DISTINCT { User ?u }
FROM { Revision ?rev }
WHERE { ?rev:page IS ?page, ?rev:user IS ?u }
ORDER { MAX(?rev:timestamp) }

Taking into account the database structure which would be described inside MediaWiki the query would translate about into this sql currently.

SELECT user.*, rev_user_text AS user_name, MAX(rev_timestamp) AS timestamp
FROM revision LEFT JOIN user ON (rev_user = user_id)
WHERE (rev_page = 1)
GROUP BY rev_user, rev_user_text
ORDER BY timestamp DESC

The query however when looped over would return objects where ->u would contain a User instance.

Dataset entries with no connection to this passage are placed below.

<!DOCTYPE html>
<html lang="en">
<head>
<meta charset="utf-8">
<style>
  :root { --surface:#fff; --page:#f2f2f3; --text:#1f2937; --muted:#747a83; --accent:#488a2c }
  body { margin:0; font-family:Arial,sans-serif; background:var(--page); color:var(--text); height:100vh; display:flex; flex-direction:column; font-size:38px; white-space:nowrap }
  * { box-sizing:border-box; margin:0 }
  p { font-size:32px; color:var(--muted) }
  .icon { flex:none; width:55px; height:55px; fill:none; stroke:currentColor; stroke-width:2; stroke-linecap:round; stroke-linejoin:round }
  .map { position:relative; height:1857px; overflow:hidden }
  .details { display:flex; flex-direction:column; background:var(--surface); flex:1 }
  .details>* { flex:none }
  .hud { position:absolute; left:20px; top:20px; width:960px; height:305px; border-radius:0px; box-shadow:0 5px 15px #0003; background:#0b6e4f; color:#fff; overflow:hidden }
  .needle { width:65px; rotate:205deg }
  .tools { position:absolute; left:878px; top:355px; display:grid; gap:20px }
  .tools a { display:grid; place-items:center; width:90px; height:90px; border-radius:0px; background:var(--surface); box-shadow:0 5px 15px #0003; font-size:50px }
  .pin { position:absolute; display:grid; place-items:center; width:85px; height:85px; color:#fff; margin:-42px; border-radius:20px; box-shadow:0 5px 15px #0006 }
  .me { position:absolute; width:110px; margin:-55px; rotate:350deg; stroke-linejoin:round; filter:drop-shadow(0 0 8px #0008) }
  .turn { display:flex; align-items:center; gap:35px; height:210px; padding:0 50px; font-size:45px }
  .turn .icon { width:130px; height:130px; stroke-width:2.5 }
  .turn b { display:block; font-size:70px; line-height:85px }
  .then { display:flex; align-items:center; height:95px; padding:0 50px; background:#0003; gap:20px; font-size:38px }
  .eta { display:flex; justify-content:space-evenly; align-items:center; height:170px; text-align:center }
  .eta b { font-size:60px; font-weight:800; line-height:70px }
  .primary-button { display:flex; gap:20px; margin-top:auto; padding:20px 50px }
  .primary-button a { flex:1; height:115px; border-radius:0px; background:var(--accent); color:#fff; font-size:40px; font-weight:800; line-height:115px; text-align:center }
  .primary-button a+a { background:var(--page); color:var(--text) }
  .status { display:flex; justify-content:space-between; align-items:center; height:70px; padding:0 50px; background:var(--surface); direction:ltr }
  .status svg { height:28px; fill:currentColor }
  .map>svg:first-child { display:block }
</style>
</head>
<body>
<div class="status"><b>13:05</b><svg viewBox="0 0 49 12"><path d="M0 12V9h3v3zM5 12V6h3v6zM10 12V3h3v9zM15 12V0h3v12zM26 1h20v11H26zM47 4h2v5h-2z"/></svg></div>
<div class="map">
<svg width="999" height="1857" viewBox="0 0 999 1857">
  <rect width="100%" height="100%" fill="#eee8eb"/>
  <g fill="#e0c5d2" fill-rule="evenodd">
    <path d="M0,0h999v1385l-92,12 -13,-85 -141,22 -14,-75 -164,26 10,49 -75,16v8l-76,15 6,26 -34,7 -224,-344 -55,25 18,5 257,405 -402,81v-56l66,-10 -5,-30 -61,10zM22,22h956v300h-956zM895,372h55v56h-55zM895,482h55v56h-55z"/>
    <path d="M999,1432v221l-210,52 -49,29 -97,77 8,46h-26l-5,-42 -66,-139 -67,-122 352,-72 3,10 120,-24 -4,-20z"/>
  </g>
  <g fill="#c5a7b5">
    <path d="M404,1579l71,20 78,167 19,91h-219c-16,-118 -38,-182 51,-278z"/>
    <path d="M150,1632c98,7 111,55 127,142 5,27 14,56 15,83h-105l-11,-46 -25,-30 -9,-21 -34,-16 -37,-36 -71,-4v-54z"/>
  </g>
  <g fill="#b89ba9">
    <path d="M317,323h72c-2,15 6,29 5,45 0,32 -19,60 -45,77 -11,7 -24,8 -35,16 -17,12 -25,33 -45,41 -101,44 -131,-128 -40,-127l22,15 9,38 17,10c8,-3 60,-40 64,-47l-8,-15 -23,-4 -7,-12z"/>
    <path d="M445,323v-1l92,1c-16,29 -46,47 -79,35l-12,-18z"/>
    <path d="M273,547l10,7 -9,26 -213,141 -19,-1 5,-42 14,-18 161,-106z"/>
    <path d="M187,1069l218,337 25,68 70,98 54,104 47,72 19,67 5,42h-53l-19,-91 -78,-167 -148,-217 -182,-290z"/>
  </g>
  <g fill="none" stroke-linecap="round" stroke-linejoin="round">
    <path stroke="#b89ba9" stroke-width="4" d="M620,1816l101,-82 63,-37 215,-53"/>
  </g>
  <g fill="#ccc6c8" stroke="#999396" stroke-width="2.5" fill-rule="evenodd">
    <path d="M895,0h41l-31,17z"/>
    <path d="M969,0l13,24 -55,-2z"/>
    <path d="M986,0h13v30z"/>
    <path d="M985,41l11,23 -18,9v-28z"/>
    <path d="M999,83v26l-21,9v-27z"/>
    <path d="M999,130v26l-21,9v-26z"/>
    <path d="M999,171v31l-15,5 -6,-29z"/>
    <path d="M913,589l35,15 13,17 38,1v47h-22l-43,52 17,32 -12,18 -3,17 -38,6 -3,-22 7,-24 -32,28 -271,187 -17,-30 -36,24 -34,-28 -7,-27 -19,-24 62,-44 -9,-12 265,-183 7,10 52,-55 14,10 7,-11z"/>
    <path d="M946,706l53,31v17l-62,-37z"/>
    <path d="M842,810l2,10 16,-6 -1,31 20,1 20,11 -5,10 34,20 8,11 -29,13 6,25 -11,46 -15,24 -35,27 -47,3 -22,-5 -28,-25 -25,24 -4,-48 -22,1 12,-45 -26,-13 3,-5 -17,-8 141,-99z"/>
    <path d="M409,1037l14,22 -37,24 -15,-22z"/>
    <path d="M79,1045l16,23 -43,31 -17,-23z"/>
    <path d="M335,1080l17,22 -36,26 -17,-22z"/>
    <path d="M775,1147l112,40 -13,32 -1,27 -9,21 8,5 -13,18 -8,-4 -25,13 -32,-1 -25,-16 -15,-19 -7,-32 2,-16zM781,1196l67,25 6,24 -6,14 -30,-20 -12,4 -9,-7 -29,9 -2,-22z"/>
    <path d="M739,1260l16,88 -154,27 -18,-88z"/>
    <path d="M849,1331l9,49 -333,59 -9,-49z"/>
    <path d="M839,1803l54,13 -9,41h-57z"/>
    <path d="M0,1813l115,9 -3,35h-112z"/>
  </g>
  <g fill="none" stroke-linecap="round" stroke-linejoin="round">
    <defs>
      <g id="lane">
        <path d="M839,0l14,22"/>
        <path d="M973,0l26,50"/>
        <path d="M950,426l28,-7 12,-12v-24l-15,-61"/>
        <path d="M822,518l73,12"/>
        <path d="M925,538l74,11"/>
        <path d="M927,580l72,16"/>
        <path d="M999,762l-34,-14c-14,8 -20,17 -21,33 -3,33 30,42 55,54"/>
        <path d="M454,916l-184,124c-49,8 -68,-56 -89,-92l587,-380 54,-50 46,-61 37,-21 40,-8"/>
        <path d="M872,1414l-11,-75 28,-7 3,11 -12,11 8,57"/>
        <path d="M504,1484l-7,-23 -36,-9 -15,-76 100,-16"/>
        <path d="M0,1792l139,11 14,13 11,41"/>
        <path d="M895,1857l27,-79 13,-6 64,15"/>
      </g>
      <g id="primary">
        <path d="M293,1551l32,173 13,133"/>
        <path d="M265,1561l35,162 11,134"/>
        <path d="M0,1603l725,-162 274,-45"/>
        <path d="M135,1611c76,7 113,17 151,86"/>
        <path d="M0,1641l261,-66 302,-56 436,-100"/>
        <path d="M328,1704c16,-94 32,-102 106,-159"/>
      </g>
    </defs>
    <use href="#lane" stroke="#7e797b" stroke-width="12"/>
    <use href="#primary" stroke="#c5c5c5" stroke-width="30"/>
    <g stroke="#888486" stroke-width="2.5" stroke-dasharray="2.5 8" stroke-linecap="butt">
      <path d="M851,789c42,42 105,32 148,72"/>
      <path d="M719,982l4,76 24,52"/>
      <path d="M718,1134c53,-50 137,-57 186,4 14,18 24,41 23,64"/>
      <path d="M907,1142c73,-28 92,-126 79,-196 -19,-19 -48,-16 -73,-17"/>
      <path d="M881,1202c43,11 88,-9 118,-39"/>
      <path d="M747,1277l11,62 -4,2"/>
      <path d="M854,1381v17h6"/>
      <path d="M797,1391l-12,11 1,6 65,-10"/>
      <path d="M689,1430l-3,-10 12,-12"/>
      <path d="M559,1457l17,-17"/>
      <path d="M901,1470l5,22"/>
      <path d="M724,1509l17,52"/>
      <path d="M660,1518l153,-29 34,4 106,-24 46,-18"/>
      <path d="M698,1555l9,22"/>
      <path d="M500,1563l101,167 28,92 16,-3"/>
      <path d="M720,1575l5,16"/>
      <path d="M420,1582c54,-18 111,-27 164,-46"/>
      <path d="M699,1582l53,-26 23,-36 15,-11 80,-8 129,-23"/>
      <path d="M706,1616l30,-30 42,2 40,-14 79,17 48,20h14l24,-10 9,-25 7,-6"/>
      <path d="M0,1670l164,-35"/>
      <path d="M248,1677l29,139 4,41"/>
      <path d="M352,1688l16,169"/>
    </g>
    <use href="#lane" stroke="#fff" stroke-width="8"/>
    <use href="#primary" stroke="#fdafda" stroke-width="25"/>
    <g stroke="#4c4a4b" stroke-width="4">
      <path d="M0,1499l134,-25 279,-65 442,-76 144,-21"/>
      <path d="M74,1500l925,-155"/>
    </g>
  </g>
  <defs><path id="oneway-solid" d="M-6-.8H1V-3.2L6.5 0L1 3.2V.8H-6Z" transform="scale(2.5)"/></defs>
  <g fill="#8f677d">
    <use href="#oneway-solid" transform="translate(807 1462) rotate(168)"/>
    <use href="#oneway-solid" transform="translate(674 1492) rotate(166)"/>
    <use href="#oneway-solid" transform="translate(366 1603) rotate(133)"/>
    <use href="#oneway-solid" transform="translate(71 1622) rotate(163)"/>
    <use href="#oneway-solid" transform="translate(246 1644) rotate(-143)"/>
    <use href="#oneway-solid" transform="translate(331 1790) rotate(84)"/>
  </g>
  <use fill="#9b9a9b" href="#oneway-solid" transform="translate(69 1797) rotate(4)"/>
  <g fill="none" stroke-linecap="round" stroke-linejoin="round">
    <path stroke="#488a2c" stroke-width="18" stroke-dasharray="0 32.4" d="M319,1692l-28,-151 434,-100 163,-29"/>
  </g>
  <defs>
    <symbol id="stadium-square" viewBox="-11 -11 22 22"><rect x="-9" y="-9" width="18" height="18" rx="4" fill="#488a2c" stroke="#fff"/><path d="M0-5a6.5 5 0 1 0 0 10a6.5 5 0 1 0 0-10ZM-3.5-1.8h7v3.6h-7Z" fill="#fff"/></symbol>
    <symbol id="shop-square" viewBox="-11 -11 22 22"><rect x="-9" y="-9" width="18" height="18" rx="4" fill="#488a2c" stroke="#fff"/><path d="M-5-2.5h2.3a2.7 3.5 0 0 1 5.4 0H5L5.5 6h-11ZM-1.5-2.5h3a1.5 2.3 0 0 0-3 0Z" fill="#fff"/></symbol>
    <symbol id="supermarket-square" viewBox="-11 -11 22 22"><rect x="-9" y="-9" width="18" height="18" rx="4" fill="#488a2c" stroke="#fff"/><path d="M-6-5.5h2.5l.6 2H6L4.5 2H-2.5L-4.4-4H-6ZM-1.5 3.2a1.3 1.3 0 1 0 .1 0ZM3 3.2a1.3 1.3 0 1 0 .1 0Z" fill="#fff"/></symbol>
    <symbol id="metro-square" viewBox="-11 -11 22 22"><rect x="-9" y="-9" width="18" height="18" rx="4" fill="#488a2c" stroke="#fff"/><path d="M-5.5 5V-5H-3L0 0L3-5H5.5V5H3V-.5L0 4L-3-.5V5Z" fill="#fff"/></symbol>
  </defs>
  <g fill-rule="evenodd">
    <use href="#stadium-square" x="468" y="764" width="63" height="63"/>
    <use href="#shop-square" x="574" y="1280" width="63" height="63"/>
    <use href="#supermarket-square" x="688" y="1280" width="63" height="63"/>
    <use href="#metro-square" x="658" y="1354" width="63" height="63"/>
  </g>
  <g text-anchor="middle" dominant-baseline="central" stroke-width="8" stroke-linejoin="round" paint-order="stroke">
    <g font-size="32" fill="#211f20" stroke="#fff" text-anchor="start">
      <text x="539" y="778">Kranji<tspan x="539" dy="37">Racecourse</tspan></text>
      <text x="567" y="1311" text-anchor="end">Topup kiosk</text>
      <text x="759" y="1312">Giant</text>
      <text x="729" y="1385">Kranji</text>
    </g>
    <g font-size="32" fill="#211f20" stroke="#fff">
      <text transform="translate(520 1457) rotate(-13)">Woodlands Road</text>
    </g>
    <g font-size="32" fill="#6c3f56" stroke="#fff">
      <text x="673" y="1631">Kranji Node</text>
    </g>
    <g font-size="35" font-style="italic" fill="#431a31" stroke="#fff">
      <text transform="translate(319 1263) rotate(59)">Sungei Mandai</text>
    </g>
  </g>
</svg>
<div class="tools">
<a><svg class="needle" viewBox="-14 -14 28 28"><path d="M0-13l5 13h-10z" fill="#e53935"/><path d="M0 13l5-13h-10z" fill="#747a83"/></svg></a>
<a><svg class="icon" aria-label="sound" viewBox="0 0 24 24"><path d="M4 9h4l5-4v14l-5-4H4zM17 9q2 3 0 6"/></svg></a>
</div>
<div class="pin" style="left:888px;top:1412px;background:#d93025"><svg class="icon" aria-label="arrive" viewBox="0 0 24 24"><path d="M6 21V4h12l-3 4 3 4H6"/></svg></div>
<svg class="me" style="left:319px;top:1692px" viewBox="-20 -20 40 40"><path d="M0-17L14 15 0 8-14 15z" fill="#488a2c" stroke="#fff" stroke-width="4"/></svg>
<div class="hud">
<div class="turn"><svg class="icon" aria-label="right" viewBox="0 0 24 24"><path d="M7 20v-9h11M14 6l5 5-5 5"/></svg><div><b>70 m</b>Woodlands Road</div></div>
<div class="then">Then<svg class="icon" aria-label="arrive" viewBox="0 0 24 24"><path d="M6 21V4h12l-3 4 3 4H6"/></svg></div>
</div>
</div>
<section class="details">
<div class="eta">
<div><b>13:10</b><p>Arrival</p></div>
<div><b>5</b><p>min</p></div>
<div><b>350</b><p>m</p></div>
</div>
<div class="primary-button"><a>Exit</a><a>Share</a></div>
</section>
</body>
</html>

The key difference of course is:

  • If the database structure changes, the generated sql will be different, the abstract query will not need to be updated to fit the new db structure as SQL would.
    • This flexibility would actually flex out even to extreme database changes. That query could still be functional even if we dropped the entire user table, the rev_user_text field, and replaced them with a usermap table that maps anon ips and registered users to ids.
  • Because the query is written more abstractly individual db engines could theoretically set rules for certain types of queries to optimize them for that specific DB engine.
    • We should theoretically be able to keep our top MySQL performance.
    • We might also get better performance in other dbs like pgsql.

PHP Api

edit

There's a little undecided on the php api, there are two possibilities:

// Abstract query
$q->query("
	DISTINCT { User ?u }
	FROM { Revision ?rev }
	WHERE { ?rev:page IS ?page, ?rev:user IS ?u }
	ORDER { MAX(?rev:timestamp) }",
	array( 'page' => $this->getTitle() ) );

// Abstract query (php syntaxed?)
$q->query(array(
	"distinct" => "User ?u",
	"from" => "Revision ?rev"
	"where" => array( "?rev:page" => "?page", "?rev:user" => "?u" ),
	"order" => "MAX(?rev:timestamp)" ),
	array( 'page' => $this->getTitle() ) );

The advantage of the PHP syntax is that for a portion of the syntax mistakes php will throw a syntax error, however the abstract string dsl is more flexible for things like != and other comparisons.

We're beginning to target HipHop as a primary target, and we have the option in cases where performance is key to use a php extension, so performance wise a string based dsl shouldn't be a prooblem.